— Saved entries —
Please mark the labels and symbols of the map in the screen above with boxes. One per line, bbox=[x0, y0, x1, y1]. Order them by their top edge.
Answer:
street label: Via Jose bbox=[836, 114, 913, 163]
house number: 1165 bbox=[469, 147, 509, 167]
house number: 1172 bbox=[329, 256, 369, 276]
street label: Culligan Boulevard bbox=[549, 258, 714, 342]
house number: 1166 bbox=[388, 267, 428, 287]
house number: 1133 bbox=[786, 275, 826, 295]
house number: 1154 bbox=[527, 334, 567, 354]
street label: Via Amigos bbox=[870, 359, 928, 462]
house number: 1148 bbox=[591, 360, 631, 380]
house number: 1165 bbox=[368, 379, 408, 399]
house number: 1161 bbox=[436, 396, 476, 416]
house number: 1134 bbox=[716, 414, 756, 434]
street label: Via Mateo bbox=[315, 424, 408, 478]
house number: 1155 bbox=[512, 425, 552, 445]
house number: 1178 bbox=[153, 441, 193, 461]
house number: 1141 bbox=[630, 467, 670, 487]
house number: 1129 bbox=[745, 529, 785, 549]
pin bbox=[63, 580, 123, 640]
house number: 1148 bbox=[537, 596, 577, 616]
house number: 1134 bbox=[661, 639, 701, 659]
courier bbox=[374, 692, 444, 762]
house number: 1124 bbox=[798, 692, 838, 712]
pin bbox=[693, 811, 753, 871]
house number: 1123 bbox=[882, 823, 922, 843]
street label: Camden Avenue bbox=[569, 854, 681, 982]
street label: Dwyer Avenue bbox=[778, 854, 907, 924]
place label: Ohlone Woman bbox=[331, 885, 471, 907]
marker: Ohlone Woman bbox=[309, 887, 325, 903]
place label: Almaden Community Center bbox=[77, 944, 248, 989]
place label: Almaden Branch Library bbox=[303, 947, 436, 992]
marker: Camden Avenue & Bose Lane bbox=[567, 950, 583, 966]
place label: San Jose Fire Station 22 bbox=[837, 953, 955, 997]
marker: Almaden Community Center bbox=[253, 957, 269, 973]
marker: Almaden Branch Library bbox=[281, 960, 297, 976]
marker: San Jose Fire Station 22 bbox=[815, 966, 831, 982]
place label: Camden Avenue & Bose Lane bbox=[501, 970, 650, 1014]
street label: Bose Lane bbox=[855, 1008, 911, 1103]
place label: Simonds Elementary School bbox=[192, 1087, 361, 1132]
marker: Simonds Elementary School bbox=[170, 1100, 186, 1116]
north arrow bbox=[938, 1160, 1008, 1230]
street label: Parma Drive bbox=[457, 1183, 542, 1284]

— Activity —
Working through the entries above, copy every line in which "Elementary" is found.

— Answer area —
place label: Simonds Elementary School bbox=[192, 1087, 361, 1132]
marker: Simonds Elementary School bbox=[170, 1100, 186, 1116]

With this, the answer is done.